In the data below, the answer is the run of lines from the line containing "g.fill(path, 'evenodd');" through the line containing "M1071,294L1078,307L1052,320L1045,307Z", both included; print it exactly and nothing else.

------ RECORDS FOR THIS EXERCISE ------

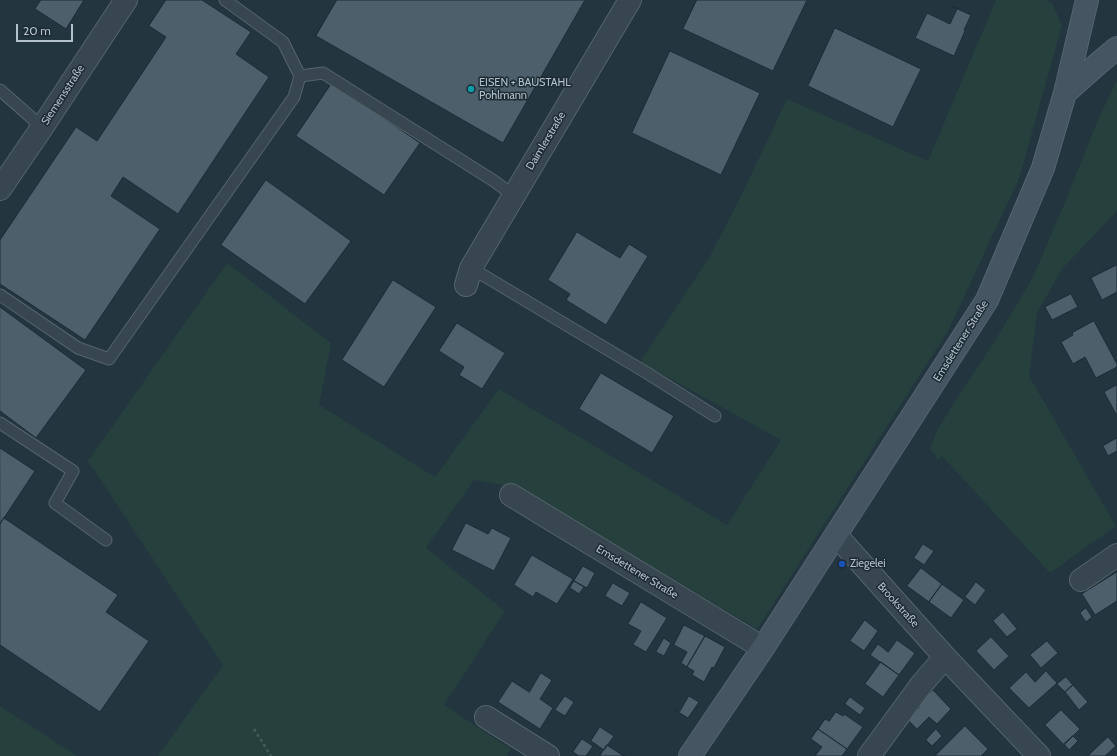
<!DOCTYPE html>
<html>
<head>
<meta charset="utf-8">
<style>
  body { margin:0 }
  #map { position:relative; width:1117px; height:756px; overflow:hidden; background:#23353f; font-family:Cabin,sans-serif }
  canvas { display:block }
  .scale { position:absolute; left:16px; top:24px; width:57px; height:18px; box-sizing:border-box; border:2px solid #b3c1ca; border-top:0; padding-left:5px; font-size:12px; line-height:14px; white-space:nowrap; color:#b3c1ca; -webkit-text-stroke:3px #1c2b34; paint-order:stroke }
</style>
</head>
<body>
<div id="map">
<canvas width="1117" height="756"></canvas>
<div class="scale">20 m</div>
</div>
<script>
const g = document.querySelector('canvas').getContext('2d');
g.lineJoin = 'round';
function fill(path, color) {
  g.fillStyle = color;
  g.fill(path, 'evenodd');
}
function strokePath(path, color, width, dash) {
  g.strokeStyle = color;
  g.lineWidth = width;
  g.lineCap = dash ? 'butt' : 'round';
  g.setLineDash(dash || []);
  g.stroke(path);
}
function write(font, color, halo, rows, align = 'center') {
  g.font = font + ' Cabin,sans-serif';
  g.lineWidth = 3;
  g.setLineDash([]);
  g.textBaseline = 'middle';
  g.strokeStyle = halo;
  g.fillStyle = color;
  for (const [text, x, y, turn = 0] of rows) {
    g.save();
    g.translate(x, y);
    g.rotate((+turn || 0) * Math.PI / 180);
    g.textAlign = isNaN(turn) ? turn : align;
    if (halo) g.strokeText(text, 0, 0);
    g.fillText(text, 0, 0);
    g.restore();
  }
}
fill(new Path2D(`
  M996,0H1045L1052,3L1062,25L1019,179L948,331L757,629L520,488L474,480L426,548L505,611L444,705L511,749L507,756H158L223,665L88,461L227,263L331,343L319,405L435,477L499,389L727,525L781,440L640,362L710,256L741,196L787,99L928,161Z
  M1117,80V211L1062,269L1037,313L1029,376L1116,526L1050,573L942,456L938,460L930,448L938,428L1001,331L1033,277L1068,195L1099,117Z
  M0,706L77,756H0Z`), '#25403d');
const building = new Path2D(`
  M41,0H84L66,29L35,9Z
  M166,0H202L251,32L236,54L269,77L178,214L123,177L111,196L160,229L85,340L0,284V240L76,127L97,141L166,37L149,26Z
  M337,0H585L503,143L316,36Z
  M697,0H807L773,71L683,29Z
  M953,7L971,15L964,30L965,31L954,56L915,38L927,13L950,24L957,9Z
  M835,28L921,69L893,127L808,86Z
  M670,51L760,93L721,175L632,133Z
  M332,83L420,143L384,195L296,136Z
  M266,180L351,241L305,304L221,245Z
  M577,232L620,258L629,244L648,256L606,325L566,300L570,294L548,280Z
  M1117,265V292L1102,300L1091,278Z
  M393,280L436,307L384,387L342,360Z
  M1071,294L1078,307L1052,320L1045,307Z
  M0,307L86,370L36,438L0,411Z
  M1094,321L1117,364V367L1096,378L1085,357L1073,364L1061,342L1073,335L1072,333Z
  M457,323L505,353L482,389L459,375L464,367L439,351Z
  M601,373L674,416L652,453L579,409Z
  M1117,385V416L1104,392Z
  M1117,438V451L1108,456L1103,446Z
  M0,448L35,471L0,524Z
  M4,518L118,595L106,612L149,641L100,712L0,645V524Z
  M466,523L488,534L492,528L511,538L494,571L452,550Z
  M923,544L934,551L924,565L914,558Z
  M532,555L573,579L557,604L536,592L533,597L514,585Z
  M583,566L595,573L587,588L574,581Z
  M921,568L942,584L929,602L907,586Z
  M1117,572V601L1095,615L1082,594Z
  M574,581L584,587L579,594L570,588Z
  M976,582L986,590L975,605L965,597Z
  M613,583L630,593L622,606L605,596Z
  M942,584L964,600L951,618L929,602Z
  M641,602L667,618L646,652L632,644L633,643H634L641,631L628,624Z
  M1086,608L1092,617L1086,622L1080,613Z
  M1003,612L1017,629L1007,637L993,621Z
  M865,620L878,631L864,651L850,641Z
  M684,625L705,636L687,667L681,663L687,652L674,645Z
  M705,636L725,647L714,668L712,667L704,682L692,675L694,671L687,667Z
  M991,637L1009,656L994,670L976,651Z
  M664,638L671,643L664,656L656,652Z
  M897,640L915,653L899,675L870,655L878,644L888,652Z
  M1047,641L1058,653L1041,668L1030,655Z
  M881,662L899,675L883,697L865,684Z
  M1046,671L1057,683L1029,708L1009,688L1026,672L1035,682Z
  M541,673L552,680L540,699L553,708L540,729L498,702L512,681L529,692Z
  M1066,677L1073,685L1065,692L1057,684Z
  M1073,685L1088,702L1079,710L1065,692Z
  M933,690L951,709L937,724L929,717L917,729L907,719L920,707L918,705Z
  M565,696L574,702L565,716L555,710Z
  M689,696L699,702L688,718L675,710V709L679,712Z
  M850,697L865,708L860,715L845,704Z
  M1061,710L1080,729L1064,745L1045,725Z
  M836,712L843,716L844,714L863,727L847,749L818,729L825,719L829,721Z
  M965,726L988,749L981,756H935Z
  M600,727L614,736L604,750L591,741Z
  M818,729L847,749L842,756H815L822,747L811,739Z
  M936,729L942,736L932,746L926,740Z
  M1073,736L1078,741L1069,750L1064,744Z
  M1108,737L1116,746L1105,756H1088Z
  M582,739L593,746L586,756H579L573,752Z
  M607,745L622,755L625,756H600Z`);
fill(building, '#4c5f6a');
strokePath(building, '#1e2d36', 1);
const service = new Path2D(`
  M300,76L323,73L494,181L513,195
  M0,90L42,127
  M471,268L647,373L715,416
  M0,295L78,348L109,359L294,97L300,76L283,42L225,0
  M0,423L73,471L55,503L106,540`);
const minor = new Path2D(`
  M0,189L41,129L126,0
  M466,285L471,268L630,0
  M511,495L763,648
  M836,535L945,657L1039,756
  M1081,580L1117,555
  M486,717L548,756
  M869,756L921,685L945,657`);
const secondary = new Path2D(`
  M1065,93L1100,62L1117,48
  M690,756L763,648L987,300L1043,168L1065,93L1087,0`);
strokePath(service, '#55646d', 13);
strokePath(minor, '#55646d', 24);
strokePath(secondary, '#55646d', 24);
strokePath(new Path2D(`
  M254,729L271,756`), '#435c59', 2.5, [3, 3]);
strokePath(service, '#37464f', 11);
strokePath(minor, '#37464f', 22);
strokePath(secondary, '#455662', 22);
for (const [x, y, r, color] of [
  [471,89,4,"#0f9aa8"],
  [842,564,4,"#1a4fb4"]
]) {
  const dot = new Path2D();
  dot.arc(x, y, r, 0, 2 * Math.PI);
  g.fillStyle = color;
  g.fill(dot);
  strokePath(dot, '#1c2b34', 1.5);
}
write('11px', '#b3c1ca', '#1c2b34', [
  ["EISEN + BAUSTAHL",479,83],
  ["Pohlmann",479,96],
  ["Ziegelei",850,564]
], 'left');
write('11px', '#b3c1ca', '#1c2b34', [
  ["Siemensstraße",63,95,-57],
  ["Daimlerstraße",546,141,-59],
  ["Emsdettener Straße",961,341,-58],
  ["Emsdettener Straße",637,572,31],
  ["Brookstraße",898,605,48]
]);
</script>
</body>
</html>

------

- TASK SOLUTION
  g.fill(path, 'evenodd');
}
function strokePath(path, color, width, dash) {
  g.strokeStyle = color;
  g.lineWidth = width;
  g.lineCap = dash ? 'butt' : 'round';
  g.setLineDash(dash || []);
  g.stroke(path);
}
function write(font, color, halo, rows, align = 'center') {
  g.font = font + ' Cabin,sans-serif';
  g.lineWidth = 3;
  g.setLineDash([]);
  g.textBaseline = 'middle';
  g.strokeStyle = halo;
  g.fillStyle = color;
  for (const [text, x, y, turn = 0] of rows) {
    g.save();
    g.translate(x, y);
    g.rotate((+turn || 0) * Math.PI / 180);
    g.textAlign = isNaN(turn) ? turn : align;
    if (halo) g.strokeText(text, 0, 0);
    g.fillText(text, 0, 0);
    g.restore();
  }
}
fill(new Path2D(`
  M996,0H1045L1052,3L1062,25L1019,179L948,331L757,629L520,488L474,480L426,548L505,611L444,705L511,749L507,756H158L223,665L88,461L227,263L331,343L319,405L435,477L499,389L727,525L781,440L640,362L710,256L741,196L787,99L928,161Z
  M1117,80V211L1062,269L1037,313L1029,376L1116,526L1050,573L942,456L938,460L930,448L938,428L1001,331L1033,277L1068,195L1099,117Z
  M0,706L77,756H0Z`), '#25403d');
const building = new Path2D(`
  M41,0H84L66,29L35,9Z
  M166,0H202L251,32L236,54L269,77L178,214L123,177L111,196L160,229L85,340L0,284V240L76,127L97,141L166,37L149,26Z
  M337,0H585L503,143L316,36Z
  M697,0H807L773,71L683,29Z
  M953,7L971,15L964,30L965,31L954,56L915,38L927,13L950,24L957,9Z
  M835,28L921,69L893,127L808,86Z
  M670,51L760,93L721,175L632,133Z
  M332,83L420,143L384,195L296,136Z
  M266,180L351,241L305,304L221,245Z
  M577,232L620,258L629,244L648,256L606,325L566,300L570,294L548,280Z
  M1117,265V292L1102,300L1091,278Z
  M393,280L436,307L384,387L342,360Z
  M1071,294L1078,307L1052,320L1045,307Z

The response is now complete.